EXERCISE AIM: Scan the entries below for the word "place", then copy each line that holds it.

Top of THE DATA

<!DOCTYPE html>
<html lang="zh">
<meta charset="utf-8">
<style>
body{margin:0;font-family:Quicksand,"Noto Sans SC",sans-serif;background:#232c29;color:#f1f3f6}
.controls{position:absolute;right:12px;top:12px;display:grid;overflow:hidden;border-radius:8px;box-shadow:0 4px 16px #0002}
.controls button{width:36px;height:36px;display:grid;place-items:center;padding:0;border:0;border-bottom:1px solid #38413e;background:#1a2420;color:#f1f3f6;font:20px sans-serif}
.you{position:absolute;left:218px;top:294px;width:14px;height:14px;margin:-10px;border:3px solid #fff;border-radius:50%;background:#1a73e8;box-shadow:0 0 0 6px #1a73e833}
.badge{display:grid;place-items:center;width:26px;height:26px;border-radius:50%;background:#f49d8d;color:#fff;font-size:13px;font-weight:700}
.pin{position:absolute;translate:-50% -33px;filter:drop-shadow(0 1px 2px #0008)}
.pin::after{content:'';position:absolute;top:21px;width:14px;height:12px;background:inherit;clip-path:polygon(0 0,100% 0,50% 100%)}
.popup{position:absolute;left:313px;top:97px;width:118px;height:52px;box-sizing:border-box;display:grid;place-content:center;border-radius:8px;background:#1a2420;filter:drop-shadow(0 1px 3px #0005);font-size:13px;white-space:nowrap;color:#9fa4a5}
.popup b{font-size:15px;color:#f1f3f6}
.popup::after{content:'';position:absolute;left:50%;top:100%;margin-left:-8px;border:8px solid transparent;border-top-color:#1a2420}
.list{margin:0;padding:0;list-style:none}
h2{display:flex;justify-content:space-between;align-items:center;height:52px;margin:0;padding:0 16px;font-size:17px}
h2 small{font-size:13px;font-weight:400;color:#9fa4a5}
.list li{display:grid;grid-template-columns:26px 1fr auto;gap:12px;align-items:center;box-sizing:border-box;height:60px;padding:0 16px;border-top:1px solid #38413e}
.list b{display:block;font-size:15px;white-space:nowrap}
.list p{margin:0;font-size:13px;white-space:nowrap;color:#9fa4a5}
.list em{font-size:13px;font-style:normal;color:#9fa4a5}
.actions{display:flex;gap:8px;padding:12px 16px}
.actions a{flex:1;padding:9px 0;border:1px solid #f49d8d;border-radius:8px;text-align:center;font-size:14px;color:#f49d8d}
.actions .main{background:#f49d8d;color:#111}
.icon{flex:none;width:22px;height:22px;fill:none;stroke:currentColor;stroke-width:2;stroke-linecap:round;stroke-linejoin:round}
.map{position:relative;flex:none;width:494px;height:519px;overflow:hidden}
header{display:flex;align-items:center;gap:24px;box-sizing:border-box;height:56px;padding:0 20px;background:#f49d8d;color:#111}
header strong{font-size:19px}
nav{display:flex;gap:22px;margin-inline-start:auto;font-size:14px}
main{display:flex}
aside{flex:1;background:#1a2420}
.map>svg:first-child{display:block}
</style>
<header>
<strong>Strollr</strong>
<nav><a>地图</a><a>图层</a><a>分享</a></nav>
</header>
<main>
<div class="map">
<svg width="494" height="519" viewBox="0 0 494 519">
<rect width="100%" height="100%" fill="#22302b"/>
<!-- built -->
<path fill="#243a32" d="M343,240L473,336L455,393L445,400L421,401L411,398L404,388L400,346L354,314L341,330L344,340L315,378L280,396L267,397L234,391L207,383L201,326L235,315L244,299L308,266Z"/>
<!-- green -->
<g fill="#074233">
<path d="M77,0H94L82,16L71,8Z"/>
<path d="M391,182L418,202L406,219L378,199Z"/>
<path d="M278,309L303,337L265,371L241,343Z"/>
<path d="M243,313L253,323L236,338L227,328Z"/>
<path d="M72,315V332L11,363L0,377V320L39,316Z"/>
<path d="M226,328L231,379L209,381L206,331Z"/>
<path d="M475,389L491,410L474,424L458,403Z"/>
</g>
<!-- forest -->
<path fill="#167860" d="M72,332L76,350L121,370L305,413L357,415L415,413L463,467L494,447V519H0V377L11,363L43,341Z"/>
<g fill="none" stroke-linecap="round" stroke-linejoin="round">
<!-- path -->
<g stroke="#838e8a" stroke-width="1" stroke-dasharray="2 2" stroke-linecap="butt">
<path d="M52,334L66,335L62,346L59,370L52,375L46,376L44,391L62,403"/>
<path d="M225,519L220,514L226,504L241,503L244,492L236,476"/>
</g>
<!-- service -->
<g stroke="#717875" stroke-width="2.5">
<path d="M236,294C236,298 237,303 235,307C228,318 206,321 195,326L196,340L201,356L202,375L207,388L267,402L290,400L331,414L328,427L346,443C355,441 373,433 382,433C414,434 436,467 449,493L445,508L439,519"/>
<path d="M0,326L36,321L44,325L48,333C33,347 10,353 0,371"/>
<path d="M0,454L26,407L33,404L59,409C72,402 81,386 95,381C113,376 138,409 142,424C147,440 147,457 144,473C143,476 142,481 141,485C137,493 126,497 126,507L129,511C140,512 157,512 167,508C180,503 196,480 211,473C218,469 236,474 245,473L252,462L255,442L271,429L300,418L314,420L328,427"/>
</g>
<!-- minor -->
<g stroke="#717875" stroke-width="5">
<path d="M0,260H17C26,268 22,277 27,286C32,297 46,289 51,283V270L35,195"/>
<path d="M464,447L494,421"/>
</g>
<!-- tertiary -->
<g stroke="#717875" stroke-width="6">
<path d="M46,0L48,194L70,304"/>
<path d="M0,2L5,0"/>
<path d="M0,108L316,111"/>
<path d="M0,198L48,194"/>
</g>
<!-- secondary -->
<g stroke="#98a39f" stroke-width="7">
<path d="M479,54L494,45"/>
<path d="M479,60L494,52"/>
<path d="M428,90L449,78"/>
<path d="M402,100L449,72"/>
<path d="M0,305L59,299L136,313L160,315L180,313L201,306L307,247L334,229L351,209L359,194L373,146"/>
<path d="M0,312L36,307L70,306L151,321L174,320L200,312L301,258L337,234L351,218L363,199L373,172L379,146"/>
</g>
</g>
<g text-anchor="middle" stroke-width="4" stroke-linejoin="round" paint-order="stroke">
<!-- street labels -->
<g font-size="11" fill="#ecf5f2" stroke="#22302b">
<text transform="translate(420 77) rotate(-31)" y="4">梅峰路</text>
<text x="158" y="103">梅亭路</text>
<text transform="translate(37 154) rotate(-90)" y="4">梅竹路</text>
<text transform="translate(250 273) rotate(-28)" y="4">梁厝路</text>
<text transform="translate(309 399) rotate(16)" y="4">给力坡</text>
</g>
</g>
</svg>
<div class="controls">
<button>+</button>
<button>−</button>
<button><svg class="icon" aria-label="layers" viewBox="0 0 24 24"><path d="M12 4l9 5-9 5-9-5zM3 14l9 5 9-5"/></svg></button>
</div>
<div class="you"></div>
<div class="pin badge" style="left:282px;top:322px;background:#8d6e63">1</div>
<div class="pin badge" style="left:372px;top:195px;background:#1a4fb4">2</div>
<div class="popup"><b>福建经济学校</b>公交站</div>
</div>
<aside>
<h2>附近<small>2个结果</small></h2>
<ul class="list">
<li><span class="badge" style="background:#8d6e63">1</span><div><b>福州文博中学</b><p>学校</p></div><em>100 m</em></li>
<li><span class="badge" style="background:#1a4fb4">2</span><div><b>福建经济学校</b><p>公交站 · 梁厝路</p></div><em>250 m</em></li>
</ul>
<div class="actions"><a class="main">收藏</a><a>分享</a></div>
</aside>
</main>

Bottom of THE DATA

SOLUTION TO THE PROBLEM:
.controls button{width:36px;height:36px;display:grid;place-items:center;padding:0;border:0;border-bottom:1px solid #38413e;background:#1a2420;color:#f1f3f6;font:20px sans-serif}
.badge{display:grid;place-items:center;width:26px;height:26px;border-radius:50%;background:#f49d8d;color:#fff;font-size:13px;font-weight:700}
.popup{position:absolute;left:313px;top:97px;width:118px;height:52px;box-sizing:border-box;display:grid;place-content:center;border-radius:8px;background:#1a2420;filter:drop-shadow(0 1px 3px #0005);font-size:13px;white-space:nowrap;color:#9fa4a5}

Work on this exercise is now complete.